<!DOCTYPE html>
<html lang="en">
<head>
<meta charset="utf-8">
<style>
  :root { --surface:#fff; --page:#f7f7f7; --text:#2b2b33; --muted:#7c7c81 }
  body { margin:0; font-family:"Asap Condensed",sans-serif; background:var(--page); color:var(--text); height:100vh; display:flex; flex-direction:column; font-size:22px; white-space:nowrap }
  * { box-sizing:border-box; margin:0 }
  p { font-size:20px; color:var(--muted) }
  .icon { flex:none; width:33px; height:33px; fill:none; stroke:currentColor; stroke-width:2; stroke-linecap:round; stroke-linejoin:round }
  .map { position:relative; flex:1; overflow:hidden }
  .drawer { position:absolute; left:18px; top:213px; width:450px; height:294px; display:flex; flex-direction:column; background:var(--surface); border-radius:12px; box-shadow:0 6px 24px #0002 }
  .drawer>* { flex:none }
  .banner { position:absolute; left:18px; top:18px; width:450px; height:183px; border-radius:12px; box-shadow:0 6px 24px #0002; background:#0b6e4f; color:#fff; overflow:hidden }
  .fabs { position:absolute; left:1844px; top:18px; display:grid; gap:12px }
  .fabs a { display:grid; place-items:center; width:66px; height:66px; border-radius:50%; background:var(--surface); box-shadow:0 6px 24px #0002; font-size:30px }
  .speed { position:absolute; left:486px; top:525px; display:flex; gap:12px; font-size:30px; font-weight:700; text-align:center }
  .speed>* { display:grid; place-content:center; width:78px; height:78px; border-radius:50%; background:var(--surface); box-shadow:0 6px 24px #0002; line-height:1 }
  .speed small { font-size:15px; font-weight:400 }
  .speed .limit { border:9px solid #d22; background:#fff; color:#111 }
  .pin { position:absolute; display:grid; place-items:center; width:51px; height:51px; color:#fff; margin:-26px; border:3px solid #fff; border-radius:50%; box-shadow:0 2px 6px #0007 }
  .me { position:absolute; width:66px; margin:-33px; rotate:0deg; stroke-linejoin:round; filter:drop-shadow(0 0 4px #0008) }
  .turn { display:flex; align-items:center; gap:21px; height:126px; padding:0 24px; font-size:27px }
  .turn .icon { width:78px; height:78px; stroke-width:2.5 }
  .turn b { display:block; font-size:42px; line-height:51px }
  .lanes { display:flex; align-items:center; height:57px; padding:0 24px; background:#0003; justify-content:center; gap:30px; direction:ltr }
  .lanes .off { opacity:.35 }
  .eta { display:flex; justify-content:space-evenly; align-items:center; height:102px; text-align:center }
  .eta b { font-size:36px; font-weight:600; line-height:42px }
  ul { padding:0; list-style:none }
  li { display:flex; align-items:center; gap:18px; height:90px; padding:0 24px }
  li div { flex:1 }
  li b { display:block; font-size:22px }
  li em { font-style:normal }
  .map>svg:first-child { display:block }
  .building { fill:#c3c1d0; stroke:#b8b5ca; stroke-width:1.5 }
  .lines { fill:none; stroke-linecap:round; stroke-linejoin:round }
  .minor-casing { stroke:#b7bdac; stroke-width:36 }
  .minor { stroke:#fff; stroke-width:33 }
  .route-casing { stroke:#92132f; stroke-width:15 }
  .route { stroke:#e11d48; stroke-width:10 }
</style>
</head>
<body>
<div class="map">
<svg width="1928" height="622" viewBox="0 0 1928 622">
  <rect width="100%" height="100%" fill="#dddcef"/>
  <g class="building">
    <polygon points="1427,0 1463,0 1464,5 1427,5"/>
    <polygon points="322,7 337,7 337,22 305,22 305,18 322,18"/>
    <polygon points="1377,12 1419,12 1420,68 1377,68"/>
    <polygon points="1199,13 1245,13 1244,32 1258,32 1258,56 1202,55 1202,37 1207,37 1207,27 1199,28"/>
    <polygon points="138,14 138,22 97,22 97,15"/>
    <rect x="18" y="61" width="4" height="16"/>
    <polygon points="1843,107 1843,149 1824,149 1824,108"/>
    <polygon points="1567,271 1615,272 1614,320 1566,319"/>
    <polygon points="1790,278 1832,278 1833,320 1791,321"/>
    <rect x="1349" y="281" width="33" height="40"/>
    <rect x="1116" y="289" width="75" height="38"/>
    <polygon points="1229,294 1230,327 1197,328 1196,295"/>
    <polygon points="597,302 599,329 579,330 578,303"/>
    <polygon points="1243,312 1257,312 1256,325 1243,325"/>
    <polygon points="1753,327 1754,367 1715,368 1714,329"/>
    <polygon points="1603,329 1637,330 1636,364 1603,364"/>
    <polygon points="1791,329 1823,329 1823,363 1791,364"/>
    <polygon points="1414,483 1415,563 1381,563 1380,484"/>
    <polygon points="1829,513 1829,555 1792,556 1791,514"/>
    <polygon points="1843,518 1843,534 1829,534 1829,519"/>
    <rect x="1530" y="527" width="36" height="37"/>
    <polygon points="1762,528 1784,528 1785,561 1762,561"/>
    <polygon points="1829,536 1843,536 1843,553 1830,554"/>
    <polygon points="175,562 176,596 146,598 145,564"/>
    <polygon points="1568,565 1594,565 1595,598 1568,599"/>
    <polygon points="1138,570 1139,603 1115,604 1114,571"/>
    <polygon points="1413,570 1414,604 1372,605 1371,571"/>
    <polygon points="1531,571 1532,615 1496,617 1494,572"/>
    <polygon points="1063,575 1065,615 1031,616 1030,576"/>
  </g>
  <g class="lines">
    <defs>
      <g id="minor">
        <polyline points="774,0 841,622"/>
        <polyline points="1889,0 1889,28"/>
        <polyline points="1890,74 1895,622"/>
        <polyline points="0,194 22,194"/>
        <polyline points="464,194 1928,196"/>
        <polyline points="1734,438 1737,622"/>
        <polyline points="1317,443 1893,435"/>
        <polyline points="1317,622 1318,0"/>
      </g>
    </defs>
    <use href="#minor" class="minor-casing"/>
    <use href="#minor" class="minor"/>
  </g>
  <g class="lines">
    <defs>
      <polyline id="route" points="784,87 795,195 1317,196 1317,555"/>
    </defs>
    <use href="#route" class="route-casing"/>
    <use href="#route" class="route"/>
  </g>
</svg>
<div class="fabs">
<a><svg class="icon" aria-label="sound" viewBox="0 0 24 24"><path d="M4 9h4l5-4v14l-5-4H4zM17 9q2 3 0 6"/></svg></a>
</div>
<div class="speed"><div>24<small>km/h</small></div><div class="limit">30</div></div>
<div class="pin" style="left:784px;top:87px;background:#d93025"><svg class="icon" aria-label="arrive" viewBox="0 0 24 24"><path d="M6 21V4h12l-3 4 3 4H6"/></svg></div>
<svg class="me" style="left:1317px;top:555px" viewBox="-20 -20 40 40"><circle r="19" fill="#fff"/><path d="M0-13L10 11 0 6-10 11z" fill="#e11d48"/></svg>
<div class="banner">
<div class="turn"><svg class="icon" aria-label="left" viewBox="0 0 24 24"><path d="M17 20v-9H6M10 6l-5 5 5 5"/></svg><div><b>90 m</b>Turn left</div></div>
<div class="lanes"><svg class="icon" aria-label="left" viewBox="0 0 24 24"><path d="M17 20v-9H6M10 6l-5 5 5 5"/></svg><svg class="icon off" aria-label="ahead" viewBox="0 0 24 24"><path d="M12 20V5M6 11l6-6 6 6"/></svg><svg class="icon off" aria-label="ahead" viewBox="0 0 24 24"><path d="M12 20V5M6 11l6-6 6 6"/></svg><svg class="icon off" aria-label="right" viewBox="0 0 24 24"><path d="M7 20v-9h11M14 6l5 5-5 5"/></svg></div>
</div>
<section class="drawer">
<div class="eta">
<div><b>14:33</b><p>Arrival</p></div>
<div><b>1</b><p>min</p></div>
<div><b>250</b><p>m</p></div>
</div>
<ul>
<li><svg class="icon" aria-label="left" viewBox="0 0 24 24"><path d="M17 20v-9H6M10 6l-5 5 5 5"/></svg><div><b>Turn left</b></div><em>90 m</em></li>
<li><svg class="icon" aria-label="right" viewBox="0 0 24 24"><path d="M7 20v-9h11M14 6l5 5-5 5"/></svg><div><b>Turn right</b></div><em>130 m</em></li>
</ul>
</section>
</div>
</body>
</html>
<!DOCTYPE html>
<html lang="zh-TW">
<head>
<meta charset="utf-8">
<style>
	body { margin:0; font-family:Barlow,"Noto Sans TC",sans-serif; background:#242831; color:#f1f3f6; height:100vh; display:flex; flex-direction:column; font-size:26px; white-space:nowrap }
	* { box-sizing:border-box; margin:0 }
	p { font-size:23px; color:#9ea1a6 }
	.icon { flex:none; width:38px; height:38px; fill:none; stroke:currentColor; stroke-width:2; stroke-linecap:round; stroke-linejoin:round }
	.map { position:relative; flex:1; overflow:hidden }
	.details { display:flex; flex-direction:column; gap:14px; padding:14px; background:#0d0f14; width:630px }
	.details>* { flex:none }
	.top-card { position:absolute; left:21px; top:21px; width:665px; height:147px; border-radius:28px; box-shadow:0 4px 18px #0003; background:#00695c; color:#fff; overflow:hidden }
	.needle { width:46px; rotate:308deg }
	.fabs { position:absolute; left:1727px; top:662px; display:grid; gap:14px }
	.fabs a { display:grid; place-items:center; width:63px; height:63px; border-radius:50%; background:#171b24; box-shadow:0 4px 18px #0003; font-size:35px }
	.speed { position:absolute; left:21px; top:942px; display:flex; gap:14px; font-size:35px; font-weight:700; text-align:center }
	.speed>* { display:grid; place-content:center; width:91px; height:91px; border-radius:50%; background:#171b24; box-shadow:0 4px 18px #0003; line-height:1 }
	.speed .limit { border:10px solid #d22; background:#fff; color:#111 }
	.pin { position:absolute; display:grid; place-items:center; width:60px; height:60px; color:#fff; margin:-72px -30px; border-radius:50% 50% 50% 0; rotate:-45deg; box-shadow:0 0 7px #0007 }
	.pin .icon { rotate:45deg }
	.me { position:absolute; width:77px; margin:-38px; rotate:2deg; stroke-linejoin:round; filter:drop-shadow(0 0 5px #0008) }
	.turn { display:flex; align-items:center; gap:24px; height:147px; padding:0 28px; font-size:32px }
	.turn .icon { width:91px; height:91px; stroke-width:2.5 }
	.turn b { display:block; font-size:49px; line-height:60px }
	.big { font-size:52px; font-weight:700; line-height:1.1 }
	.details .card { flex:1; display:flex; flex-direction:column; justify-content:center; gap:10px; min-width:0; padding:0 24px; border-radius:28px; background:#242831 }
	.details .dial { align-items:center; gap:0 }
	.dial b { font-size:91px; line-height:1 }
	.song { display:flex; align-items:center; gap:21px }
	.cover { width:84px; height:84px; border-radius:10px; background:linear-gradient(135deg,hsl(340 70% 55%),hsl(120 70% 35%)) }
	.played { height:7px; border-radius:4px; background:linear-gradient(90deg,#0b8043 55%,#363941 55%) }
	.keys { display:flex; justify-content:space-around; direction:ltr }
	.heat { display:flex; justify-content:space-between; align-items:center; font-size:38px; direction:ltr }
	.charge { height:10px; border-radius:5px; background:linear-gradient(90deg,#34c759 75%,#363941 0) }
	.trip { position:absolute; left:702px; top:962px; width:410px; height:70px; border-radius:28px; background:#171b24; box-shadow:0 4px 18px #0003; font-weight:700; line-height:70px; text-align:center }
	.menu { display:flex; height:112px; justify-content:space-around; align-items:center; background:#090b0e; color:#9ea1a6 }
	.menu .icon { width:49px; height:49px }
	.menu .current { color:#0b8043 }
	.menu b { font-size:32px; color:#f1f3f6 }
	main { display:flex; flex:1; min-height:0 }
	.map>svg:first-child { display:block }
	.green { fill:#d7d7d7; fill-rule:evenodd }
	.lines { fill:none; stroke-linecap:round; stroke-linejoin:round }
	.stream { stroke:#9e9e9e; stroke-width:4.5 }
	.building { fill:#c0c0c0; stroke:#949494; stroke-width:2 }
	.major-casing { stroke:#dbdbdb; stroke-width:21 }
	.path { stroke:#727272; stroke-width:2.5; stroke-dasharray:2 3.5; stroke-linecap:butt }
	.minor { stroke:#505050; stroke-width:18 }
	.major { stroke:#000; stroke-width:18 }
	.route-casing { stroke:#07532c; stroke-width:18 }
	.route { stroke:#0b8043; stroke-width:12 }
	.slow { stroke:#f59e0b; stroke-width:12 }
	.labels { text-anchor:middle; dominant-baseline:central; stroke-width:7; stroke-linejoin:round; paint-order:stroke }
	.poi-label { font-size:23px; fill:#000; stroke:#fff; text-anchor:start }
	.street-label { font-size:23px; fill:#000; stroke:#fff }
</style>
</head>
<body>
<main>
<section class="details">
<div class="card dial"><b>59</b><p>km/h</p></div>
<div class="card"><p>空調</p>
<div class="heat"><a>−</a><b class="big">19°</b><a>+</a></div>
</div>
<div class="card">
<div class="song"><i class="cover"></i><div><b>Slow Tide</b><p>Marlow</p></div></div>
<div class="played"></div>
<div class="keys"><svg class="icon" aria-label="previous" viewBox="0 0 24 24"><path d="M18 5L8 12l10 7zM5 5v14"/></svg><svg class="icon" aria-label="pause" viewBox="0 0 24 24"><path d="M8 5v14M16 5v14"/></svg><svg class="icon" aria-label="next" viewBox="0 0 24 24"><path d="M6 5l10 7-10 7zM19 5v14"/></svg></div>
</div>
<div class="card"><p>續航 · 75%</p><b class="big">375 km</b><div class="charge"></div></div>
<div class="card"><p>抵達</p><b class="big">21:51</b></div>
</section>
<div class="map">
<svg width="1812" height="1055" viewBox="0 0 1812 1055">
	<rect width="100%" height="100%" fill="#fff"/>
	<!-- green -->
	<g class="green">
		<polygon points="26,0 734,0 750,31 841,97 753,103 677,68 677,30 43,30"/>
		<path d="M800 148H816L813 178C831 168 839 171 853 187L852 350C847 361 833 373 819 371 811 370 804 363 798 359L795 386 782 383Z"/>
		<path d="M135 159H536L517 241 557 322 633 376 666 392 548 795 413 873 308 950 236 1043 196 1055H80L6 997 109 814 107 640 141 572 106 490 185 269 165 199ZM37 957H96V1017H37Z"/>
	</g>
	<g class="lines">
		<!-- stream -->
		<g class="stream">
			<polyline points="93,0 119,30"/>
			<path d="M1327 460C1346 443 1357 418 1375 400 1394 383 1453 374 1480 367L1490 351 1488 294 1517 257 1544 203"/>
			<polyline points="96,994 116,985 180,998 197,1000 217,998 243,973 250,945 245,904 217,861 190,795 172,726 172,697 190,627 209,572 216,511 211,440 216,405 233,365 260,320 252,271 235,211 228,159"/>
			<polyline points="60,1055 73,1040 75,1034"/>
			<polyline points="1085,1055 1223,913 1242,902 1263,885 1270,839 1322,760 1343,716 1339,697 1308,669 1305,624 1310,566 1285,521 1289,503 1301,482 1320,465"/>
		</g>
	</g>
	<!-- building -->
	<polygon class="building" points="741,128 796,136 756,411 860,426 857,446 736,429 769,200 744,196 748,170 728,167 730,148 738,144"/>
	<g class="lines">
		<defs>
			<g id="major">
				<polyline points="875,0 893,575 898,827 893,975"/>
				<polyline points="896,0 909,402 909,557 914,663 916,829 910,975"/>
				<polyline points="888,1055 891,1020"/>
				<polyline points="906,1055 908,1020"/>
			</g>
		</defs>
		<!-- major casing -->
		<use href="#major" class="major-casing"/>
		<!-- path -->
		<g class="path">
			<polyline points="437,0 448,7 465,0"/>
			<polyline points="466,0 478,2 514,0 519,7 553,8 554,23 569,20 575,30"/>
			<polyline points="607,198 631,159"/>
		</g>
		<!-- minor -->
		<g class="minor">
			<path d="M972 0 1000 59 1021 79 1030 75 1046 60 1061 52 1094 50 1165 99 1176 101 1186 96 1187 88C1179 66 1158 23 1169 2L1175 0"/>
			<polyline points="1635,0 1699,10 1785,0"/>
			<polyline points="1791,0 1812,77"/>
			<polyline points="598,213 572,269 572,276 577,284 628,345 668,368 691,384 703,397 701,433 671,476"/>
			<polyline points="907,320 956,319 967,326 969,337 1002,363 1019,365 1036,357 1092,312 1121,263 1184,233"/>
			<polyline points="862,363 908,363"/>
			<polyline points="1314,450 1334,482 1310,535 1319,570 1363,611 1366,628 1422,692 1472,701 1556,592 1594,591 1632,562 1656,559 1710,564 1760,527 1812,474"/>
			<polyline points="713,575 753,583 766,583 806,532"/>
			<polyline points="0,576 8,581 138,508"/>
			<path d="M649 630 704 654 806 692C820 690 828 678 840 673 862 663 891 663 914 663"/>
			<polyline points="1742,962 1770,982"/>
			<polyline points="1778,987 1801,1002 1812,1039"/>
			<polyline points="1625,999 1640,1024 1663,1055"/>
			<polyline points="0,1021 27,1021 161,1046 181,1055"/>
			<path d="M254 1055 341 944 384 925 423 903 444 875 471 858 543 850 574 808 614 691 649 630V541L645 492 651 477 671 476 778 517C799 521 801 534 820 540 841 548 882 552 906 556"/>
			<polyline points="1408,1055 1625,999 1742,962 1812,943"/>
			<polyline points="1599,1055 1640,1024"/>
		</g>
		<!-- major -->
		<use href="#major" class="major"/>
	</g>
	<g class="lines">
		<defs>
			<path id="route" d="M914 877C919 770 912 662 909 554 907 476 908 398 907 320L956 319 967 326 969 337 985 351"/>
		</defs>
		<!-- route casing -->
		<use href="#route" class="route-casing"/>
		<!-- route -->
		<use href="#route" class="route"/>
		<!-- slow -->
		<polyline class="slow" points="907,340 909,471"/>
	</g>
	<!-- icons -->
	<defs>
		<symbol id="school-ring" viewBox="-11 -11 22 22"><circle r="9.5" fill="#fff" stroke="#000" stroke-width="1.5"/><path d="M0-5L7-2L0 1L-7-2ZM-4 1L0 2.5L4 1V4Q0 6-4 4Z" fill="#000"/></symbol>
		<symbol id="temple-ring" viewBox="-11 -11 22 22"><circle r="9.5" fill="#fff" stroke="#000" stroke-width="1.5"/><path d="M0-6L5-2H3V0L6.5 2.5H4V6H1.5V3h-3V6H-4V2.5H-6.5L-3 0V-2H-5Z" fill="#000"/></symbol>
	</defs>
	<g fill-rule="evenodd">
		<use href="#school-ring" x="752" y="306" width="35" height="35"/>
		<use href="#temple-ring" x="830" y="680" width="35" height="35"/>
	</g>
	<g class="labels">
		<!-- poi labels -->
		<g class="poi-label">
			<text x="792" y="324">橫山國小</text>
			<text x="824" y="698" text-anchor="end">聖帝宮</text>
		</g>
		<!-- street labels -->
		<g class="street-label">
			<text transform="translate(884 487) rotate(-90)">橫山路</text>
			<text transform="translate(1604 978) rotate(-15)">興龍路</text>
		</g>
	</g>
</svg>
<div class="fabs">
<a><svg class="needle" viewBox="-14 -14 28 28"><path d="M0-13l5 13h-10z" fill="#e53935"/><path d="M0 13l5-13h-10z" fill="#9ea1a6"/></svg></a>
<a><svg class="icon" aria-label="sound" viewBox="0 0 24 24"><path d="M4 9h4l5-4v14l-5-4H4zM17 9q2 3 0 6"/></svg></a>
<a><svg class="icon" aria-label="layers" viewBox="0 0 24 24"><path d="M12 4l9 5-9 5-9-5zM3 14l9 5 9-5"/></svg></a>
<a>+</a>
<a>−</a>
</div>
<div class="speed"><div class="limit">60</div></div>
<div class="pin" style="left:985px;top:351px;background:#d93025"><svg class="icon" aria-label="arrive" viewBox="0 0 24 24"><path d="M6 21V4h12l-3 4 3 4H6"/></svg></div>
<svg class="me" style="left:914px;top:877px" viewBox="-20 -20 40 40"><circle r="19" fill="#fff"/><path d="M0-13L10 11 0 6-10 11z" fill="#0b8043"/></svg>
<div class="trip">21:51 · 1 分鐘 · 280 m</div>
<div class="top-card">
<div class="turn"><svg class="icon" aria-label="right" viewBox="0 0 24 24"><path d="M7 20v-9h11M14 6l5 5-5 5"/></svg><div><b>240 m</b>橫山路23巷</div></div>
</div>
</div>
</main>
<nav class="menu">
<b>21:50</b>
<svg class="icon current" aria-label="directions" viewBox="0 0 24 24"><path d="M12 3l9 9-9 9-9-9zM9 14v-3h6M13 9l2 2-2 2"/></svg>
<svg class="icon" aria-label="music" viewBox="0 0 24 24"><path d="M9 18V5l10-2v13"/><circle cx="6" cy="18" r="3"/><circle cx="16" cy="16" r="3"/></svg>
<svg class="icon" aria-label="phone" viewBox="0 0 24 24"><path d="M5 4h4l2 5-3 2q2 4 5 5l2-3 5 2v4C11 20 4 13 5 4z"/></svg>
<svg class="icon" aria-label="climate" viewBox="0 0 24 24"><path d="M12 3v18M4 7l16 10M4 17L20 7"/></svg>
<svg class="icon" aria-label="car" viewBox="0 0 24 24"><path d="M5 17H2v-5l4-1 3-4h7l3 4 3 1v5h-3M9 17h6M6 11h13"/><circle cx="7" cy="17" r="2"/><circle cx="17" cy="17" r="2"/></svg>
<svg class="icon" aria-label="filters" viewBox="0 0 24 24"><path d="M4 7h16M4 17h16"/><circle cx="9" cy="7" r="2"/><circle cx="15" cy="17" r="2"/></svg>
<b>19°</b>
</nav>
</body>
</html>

## HOW TO COMPLETE THIS TASK
Your answer must be a copy of every line in the data above that holds the string "heat".

## SOLUTION TO THIS PROBLEM
	.heat { display:flex; justify-content:space-between; align-items:center; font-size:38px; direction:ltr }
<div class="heat"><a>−</a><b class="big">19°</b><a>+</a></div>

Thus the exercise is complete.